When the Fab Four first appeared on Ed Sullivan in 1964, the television signals were beamed from New York across the United States and Canada by microwave relays. The Beatles' many television appearances in the United Kingdom before that time could not be shown live in North America because the means didn't exist to move the signals across the Atlantic Ocean. Various ideas had been tried or were being tried to beam signals across oceans by bouncing the signals off of satellites. Giant balloons called Echo were put into orbit for this purpose, and one infamous U.S. Air Force experiment saw millions of needles put into orbit to see if signals would bounce off of them.

Bouncing signals from satellites and needles didn't work very well, and so engineers and scientists decided to try satellites that amplified signals before beaming them to distant receiving stations on Earth. Telstar, immortalized in a 1962 instrumental hit by the Tornadoes, was an early trial of this technology. But Telstar flew in a low orbit that allowed only brief periods of signal transmission.

Arthur C. Clarke, who later became famous as a science fiction author, had suggested putting satellites into geostationary orbit to facilitate communications. Such an orbit lies directly over the equator at an altitude of about 35,000 kilometres above the Earth. A satellite in such an orbit takes exactly one Earth day to circle the Earth, and hence the satellite appears to be stationary to an earthbound observer. 

This is a huge distance, however, and only the creation of the traveling wave tube and other advances made these satellites technically feasible.
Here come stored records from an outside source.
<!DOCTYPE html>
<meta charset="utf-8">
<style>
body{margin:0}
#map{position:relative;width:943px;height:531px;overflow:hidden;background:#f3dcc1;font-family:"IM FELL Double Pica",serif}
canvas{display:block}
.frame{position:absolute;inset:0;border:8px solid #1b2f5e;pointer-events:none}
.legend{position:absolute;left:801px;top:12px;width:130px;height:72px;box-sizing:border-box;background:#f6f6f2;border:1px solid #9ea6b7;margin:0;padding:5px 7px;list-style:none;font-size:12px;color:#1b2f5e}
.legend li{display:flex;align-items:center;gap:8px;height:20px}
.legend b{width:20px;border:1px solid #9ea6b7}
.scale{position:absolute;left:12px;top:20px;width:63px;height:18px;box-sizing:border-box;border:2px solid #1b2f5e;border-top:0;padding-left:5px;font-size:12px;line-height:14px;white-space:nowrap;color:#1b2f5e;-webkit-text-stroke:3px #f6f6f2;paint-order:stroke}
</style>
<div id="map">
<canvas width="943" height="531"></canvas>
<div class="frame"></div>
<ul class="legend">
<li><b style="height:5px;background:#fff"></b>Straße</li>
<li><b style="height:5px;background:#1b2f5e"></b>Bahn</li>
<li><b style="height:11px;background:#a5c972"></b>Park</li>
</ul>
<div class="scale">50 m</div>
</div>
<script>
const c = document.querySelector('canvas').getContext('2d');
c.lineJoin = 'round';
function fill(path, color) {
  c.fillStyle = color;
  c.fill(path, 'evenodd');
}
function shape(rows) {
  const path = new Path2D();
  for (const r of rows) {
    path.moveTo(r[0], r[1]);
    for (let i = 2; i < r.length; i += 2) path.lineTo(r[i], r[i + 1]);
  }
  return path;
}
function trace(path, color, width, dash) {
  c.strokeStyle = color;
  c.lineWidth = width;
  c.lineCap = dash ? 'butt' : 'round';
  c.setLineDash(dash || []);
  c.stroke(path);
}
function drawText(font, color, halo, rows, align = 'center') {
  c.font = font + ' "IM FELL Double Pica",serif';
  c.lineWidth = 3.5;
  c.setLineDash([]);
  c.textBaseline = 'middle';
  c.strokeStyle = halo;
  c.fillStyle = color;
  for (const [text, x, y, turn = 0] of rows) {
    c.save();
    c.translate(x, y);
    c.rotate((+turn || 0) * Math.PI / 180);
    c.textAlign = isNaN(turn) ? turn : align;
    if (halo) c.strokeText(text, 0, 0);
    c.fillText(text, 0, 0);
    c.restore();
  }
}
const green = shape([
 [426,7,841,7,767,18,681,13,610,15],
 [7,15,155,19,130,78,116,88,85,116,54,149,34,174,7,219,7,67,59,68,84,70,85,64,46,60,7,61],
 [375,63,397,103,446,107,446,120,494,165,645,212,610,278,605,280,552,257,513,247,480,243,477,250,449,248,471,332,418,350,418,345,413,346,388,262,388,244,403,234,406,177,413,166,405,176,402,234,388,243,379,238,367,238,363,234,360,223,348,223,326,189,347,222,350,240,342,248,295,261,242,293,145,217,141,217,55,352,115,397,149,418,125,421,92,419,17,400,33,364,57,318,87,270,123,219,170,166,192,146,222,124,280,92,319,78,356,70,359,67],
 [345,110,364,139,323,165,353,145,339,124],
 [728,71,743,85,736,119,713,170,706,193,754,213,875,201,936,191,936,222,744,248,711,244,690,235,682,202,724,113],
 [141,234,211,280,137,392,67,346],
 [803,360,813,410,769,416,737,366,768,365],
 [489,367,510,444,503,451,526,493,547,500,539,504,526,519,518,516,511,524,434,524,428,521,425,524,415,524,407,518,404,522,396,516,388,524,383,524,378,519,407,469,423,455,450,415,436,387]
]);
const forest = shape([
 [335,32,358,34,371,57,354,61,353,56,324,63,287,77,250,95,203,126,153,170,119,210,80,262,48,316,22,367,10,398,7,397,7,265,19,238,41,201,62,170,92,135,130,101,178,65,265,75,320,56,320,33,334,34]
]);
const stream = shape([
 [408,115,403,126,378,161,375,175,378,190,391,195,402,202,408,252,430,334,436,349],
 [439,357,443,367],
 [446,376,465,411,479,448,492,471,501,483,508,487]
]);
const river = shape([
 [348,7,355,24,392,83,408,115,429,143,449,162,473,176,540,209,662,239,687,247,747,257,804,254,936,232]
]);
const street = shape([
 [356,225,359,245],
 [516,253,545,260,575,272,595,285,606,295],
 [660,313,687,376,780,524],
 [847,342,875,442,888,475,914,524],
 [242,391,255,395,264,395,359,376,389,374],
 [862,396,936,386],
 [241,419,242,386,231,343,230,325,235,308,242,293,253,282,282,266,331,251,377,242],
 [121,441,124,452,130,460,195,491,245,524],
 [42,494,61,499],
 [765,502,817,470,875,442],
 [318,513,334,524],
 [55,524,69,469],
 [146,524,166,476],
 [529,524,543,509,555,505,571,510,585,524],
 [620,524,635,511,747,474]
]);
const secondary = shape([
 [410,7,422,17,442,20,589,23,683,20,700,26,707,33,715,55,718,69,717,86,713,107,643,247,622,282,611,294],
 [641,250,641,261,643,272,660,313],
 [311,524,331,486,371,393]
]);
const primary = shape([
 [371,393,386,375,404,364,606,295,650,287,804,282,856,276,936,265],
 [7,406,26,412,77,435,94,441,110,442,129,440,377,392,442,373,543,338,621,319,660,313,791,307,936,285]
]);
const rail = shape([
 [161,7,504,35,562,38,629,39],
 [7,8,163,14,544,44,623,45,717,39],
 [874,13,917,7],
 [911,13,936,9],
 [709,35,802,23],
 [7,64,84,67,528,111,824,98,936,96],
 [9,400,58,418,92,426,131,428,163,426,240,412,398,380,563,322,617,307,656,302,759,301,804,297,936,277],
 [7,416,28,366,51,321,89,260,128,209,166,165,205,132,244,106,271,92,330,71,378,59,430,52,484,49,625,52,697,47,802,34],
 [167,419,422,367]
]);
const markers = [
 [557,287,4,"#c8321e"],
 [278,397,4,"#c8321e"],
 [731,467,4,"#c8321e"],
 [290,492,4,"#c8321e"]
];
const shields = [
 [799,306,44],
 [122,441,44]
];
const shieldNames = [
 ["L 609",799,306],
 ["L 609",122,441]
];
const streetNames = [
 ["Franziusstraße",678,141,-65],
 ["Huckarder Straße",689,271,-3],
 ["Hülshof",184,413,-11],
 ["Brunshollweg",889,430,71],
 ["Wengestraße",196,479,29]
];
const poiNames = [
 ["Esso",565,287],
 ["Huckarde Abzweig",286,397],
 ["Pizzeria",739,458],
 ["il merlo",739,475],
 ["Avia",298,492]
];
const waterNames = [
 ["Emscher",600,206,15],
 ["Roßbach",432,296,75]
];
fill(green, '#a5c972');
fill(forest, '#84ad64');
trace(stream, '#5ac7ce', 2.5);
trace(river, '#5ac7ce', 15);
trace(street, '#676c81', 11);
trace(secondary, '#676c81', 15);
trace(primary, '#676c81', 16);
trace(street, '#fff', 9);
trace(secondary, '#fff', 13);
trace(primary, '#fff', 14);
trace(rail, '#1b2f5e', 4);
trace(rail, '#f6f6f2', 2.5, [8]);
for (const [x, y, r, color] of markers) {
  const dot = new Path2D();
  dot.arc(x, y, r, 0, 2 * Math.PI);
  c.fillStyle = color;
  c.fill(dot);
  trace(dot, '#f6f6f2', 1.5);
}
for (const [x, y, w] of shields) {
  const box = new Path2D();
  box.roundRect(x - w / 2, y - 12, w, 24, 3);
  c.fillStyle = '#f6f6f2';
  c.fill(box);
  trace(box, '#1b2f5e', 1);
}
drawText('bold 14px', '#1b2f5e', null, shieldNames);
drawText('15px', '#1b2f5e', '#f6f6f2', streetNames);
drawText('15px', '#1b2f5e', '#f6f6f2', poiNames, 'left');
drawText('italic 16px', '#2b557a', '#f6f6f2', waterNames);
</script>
The first geostationary communications satellite, Syncom 3, was launched in August 1964, six months after The Beatles' first appearance on Ed Sullivan, and it was used to transmit live television of the 1964 Tokyo Summer Olympics from Japan to North America.

The first geostationary communications satellite over the Atlantic Ocean, Intelsat I or Early Bird, was put into orbit in 1965. More of these geostationary satellites were launched over the next two years, and even the Soviet Union began to launch communications satellites, albeit into different types of orbits.

In 1966, broadcasters from around the world, including Canada, the United States, Europe, the United Kingdom, Japan and Australia, agreed to broadcast the first worldwide television show using the then brand new geostationary communications satellite links, and months of planning and preparation began, involving thousands of people.

Before the two-and-a-half hour show, called Our World, could be broadcast on Sunday, June 25, 1967,  Soviet Bloc nations had pulled out of the broadcast as part of the political posturing following the Six-Day War in the Middle East earlier that month. 

In spite of this problem, the show went on the air, featuring live segments from around the world. Canada's contribution included a conversation between the CBC's Stanley Burke, the Peter Mansbridge of his day, and famed philosopher and communications theorist Marshall McLuhan. Another segment from the United States showed preparations for the first launch of the Saturn V rocket that would later propel Apollo astronauts to the Moon.

But one segment from London, England, became the most memorable part of the show, which was watched by 150 million people in 26 countries. The Beatles performed a song specially composed for the show by John Lennon, "All You Need is Love." Joining the Beatles inside the studio was a full symphony orchestra and many friends of The Beatles, including The Rolling Stones, Eric Clapton, Keith Moon, Marianne Faithfull, and Graham Nash, who joined in the chorus of the song, which soon became a successful single release.

The entire show was broadcast in black and white, but the Beatles segment was later colourized when it was shown years later on The Beatles Anthology. The segment is also memorable because of the psychedelic attire worn by The Beatles and their friends for this event, which took place early in 1967's "Summer of Love."

Although appearances by The Beatles on live television were very rare by then, satellite television broadcasts from every corner of the Earth soon became commonplace, and thanks in part to Canadian advances in communications satellites, direct-to-home satellite services became part of everyday life in the late 1980s. Those satellite dishes are pointed at geostationary communications satellites.

The Olympics grew exponentially because of satellite broadcasting. After the initial broadcasts from Tokyo in 1964, Olympic Games starting in 1968 were broadcast around the world as a matter of routine.

Even though the Sochi Winter Olympics this month took place on the other side of the Earth, the broadcasts had the same quality and immediacy as the 2010 Winter Olympics that took place in our back yard in Vancouver, thanks in a large degree to satellite technology.

The availability of satellite broadcast technology has changed our lives, and The Beatles and the Olympics all featured in the early history of this advance. Whenever I hear that great Beatles anthem, "All You Need is Love," I think of the satellite technology that spawned it.